Nel marzo del 2019, un condominio nel napoletano affida a un’impresa edile una serie di lavori urgenti di messa in sicurezza, necessari per eliminare gravi situazioni di pericolo segnalate dalle autorità comunali. L’intervento, regolato da un contratto d’appalto sottoscritto dalle parti, prevedeva un corrispettivo complessivo di 41.500 euro più IVA per l’esecuzione delle opere principali.

Durante i lavori – avviati tempestivamente nel rispetto delle urgenze indicate – emergono nuove necessità: una facciata inaccessibile senza ponteggio, una colonna pluviale deteriorata da sostituire, ulteriori interventi tecnici non previsti nel progetto iniziale. L’impresa, su indicazione del direttore dei lavori e con l’approvazione dell’amministratore dell’epoca, esegue anche queste opere extra, per un valore aggiuntivo di circa 7.700 euro.

A fine lavori, l’importo totale raggiunge i 53.350 euro. L’impresa emette le relative fatture e riceve alcuni pagamenti parziali, ma alla chiusura del cantiere resta un saldo di oltre 33.000 euro ancora da incassare.
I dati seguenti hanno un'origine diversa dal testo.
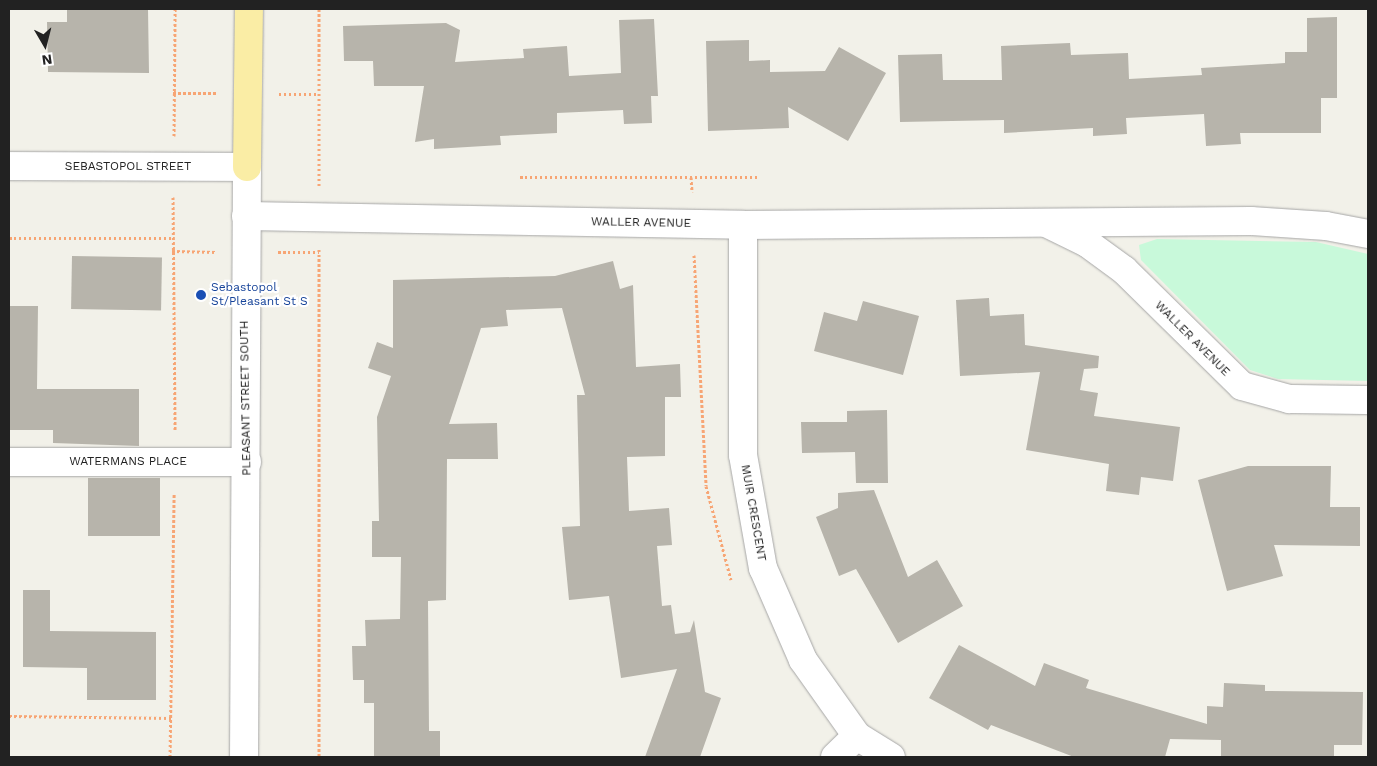 <!DOCTYPE html>
<style>
body{margin:0}
#map{position:relative;width:1377px;height:766px;overflow:hidden;background:#f2f1e9;font-family:"Work Sans",sans-serif}
div>[style]{position:absolute}
[style*='--x']{left:calc(var(--x)*1px);top:calc(var(--y)*1px);width:calc(var(--w)*1px);rotate:calc(var(--a)*1deg)}
.park>*{inset:0;background:#c8f9da}
.building>*{inset:0;background:#b7b4ab;transform-origin:0 0}
.path>*{height:3px;margin-top:-1.5px;transform-origin:0;background:repeating-linear-gradient(90deg,#f7a574 0 2.5px,transparent 0 5px)}
.roads{filter:drop-shadow(0 0 1px #a6a6a6) drop-shadow(0 0 1px #a6a6a6)}
.minor>*{height:28px;margin:-14px;padding:0 14px;transform-origin:14px;border-radius:14px;background:#fff}
.major>*{height:28px;margin:-14px;padding:0 14px;transform-origin:14px;border-radius:14px;background:#faeda5}
.dots>*{width:14px;height:14px;translate:-50% -50%;box-sizing:border-box;border:2px solid #fff;border-radius:50%}
span{translate:-50% -50%;white-space:nowrap;text-align:center;line-height:1.15;-webkit-text-stroke:4.5px #fff;paint-order:stroke}
.street-label{font-size:12px;color:#222}
.transit-label{font-size:12px;color:#164399}
.left{translate:0 -50%;text-align:left}
.frame{position:absolute;inset:0;border:10px solid #222;pointer-events:none}
.north{position:absolute;left:20px;top:20px;width:50px;height:50px;-webkit-text-stroke:4px #fff;paint-order:stroke;rotate:172deg;font-size:14px;font-weight:700;line-height:20px;text-align:center;color:#222}
.north::after{content:'';display:block;margin:auto;width:18px;height:22px;background:#222;clip-path:polygon(50% 0,100% 100%,50% 72%,0 100%)}
</style>
<div id="map">
<div class="park">
<i style="clip-path:polygon(1157px 239px,1316px 242px,1368px 254px,1368px 381px,1278px 379px,1250px 370px,1141px 260px,1139px 245px)"></i>
</div>
<div class="building">
<i style="clip-path:polygon(67px 9px,148px 9px,149px 73px,48px 72px,47px 22px,67px 22px)"></i>
<i style="clip-path:polygon(1337px 17px,1337px 98px,1321px 98px,1321px 133px,1240px 133px,1241px 144px,1206px 146px,1204px 114px,1126px 118px,1127px 134px,1093px 136px,1093px 128px,1004px 133px,1004px 120px,900px 122px,898px 55px,942px 54px,943px 80px,1002px 80px,1001px 46px,1070px 43px,1071px 55px,1128px 53px,1129px 79px,1202px 75px,1201px 68px,1285px 63px,1285px 52px,1307px 52px,1307px 18px)"></i>
<i style="clip-path:polygon(654px 19px,658px 96px,651px 96px,652px 123px,624px 124px,623px 110px,557px 113px,557px 133px,500px 136px,501px 145px,434px 149px,434px 139px,415px 142px,424px 86px,374px 86px,373px 61px,344px 61px,343px 26px,446px 23px,460px 30px,455px 62px,524px 58px,523px 49px,567px 46px,569px 76px,621px 73px,619px 20px)"></i>
<i style="clip-path:polygon(749px 40px,749px 61px,770px 60px,770px 72px,825px 71px,839px 47px,886px 73px,848px 141px,788px 107px,789px 128px,708px 131px,706px 41px)"></i>
<i style="left:72px;top:256px;width:90px;height:53px;rotate:1deg"></i>
<i style="clip-path:polygon(613px 261px,620px 289px,633px 285px,636px 367px,680px 364px,681px 397px,665px 397px,665px 456px,627px 457px,629px 511px,669px 508px,672px 545px,657px 546px,662px 606px,671px 605px,675px 634px,690px 632px,694px 620px,705px 692px,721px 698px,700px 757px,645px 757px,677px 669px,621px 678px,609px 596px,569px 600px,562px 527px,580px 526px,577px 395px,585px 395px,562px 308px,506px 310px,508px 326px,481px 328px,449px 424px,497px 423px,498px 459px,447px 459px,446px 600px,428px 601px,429px 731px,440px 731px,440px 757px,374px 757px,374px 703px,364px 703px,364px 680px,353px 680px,352px 646px,366px 646px,365px 620px,400px 619px,401px 557px,372px 557px,372px 521px,379px 521px,377px 417px,391px 376px,368px 368px,377px 342px,393px 348px,393px 280px,555px 276px)"></i>
<i style="clip-path:polygon(989px 298px,990px 316px,1024px 314px,1025px 345px,1099px 356px,1098px 368px,1084px 369px,1080px 390px,1098px 393px,1094px 416px,1180px 427px,1173px 481px,1141px 477px,1139px 495px,1106px 491px,1109px 464px,1026px 450px,1040px 372px,960px 376px,956px 300px)"></i>
<i style="clip-path:polygon(863px 301px,919px 316px,903px 375px,814px 351px,824px 312px,857px 321px)"></i>
<i style="clip-path:polygon(9px 306px,38px 306px,37px 389px,139px 389px,139px 446px,53px 443px,53px 430px,9px 430px)"></i>
<i style="clip-path:polygon(887px 410px,888px 483px,856px 483px,855px 452px,802px 453px,801px 422px,847px 422px,847px 411px)"></i>
<i style="clip-path:polygon(1248px 466px,1331px 466px,1330px 507px,1360px 507px,1360px 546px,1274px 545px,1283px 576px,1227px 591px,1198px 480px)"></i>
<i style="left:88px;top:478px;width:72px;height:58px"></i>
<i style="clip-path:polygon(874px 490px,908px 577px,937px 560px,963px 606px,898px 643px,856px 569px,839px 576px,816px 517px,838px 508px,838px 493px)"></i>
<i style="clip-path:polygon(23px 590px,50px 590px,50px 631px,156px 632px,156px 700px,87px 700px,87px 668px,23px 667px)"></i>
<i style="clip-path:polygon(959px 645px,1035px 686px,1044px 663px,1089px 680px,1086px 688px,1207px 724px,1207px 706px,1223px 707px,1224px 683px,1265px 685px,1265px 691px,1363px 692px,1362px 745px,1334px 745px,1334px 757px,1221px 757px,1221px 740px,1170px 739px,1165px 757px,1074px 757px,991px 725px,988px 730px,929px 698px)"></i>
</div>
<div class="path">
<i style="--x:173;--y:93;--w:45;--a:0"></i>
<i style="--x:279;--y:94;--w:40;--a:0"></i>
<i style="--x:174;--y:136;--w:127;--a:-89.5"></i>
<i style="--x:520;--y:177;--w:238;--a:0"></i>
<i style="--x:691;--y:177;--w:15;--a:86"></i>
<i style="--x:319;--y:186;--w:177;--a:-90"></i>
<i style="--x:173;--y:197;--w:234;--a:89.5"></i>
<i style="--x:9;--y:238;--w:164;--a:0"></i>
<i style="--x:319;--y:249;--w:508;--a:90"></i>
<i style="--x:172;--y:251;--w:45;--a:1.3"></i>
<i style="--x:278;--y:252;--w:41;--a:0"></i>
<i style="--x:694;--y:255;--w:231;--a:87"></i>
<i style="--x:706;--y:486;--w:97;--a:75.1"></i>
<i style="--x:9;--y:716;--w:162;--a:0.7"></i>
<i style="--x:170;--y:757;--w:263;--a:-89.1"></i>
</div>
<div class="roads">
<div class="minor">
<i style="--x:9;--y:166;--w:238;--a:0.2"></i>
<i style="--x:247;--y:167;--w:590;--a:90.29"></i>
<i style="--x:246;--y:216;--w:497;--a:1"></i>
<i style="--x:743;--y:225;--w:508;--a:-0.45"></i>
<i style="--x:1251;--y:221;--w:75;--a:3.8"></i>
<i style="--x:1326;--y:226;--w:43;--a:10.8"></i>
<i style="--x:1046;--y:223;--w:46;--a:26"></i>
<i style="--x:1087;--y:243;--w:46;--a:36.1"></i>
<i style="--x:1124;--y:270;--w:165;--a:44.5"></i>
<i style="--x:1242;--y:386;--w:49;--a:15.5"></i>
<i style="--x:1289;--y:399;--w:79;--a:0.7"></i>
<i style="--x:743;--y:225;--w:230;--a:90"></i>
<i style="--x:743;--y:455;--w:115;--a:80"></i>
<i style="--x:763;--y:568;--w:100;--a:66.5"></i>
<i style="--x:803;--y:660;--w:93;--a:54.6"></i>
<i style="--x:857;--y:736;--w:40;--a:32"></i>
<i style="--x:9;--y:462;--w:238;--a:0"></i>
<i style="--x:835;--y:757;--w:30;--a:-44"></i>
</div>
<div class="major">
<i style="--x:247;--y:167;--w:158;--a:-89.3"></i>
</div>
</div>
<div class="dots">
<i style="left:201px;top:295px;background:#1a4fb4"></i>
</div>
<div class="street-label">
<span style="left:128px;top:167px">SEBASTOPOL STREET</span>
<span style="left:641px;top:223px;rotate:1deg">WALLER AVENUE</span>
<span style="left:1192px;top:339px;rotate:45deg">WALLER AVENUE</span>
<span style="left:246px;top:398px;rotate:-91deg">PLEASANT STREET SOUTH</span>
<span style="left:128px;top:462px">WATERMANS PLACE</span>
<span style="left:753px;top:513px;rotate:80deg">MUIR CRESCENT</span>
</div>
<div class="transit-label">
<span class="left" style="left:211px;top:295px">Sebastopol<br>St/Pleasant St S</span>
</div>
<div class="frame"></div>
<div class="north">N</div>
</div>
Nonostante i solleciti, l’amministratore non fornisce le informazioni necessarie a individuare i condomini morosi, come previsto dal contratto d’appalto e dalla normativa civilistica. L’unica risposta è un elenco parziale e incompleto, che non consente all’impresa di avviare alcuna azione legale individuale.

A quel punto, l’unica strada percorribile resta quella del tribunale.

Leggi anche: Debiti in condominio: l’amministratore può rivelare i nomi dei morosi?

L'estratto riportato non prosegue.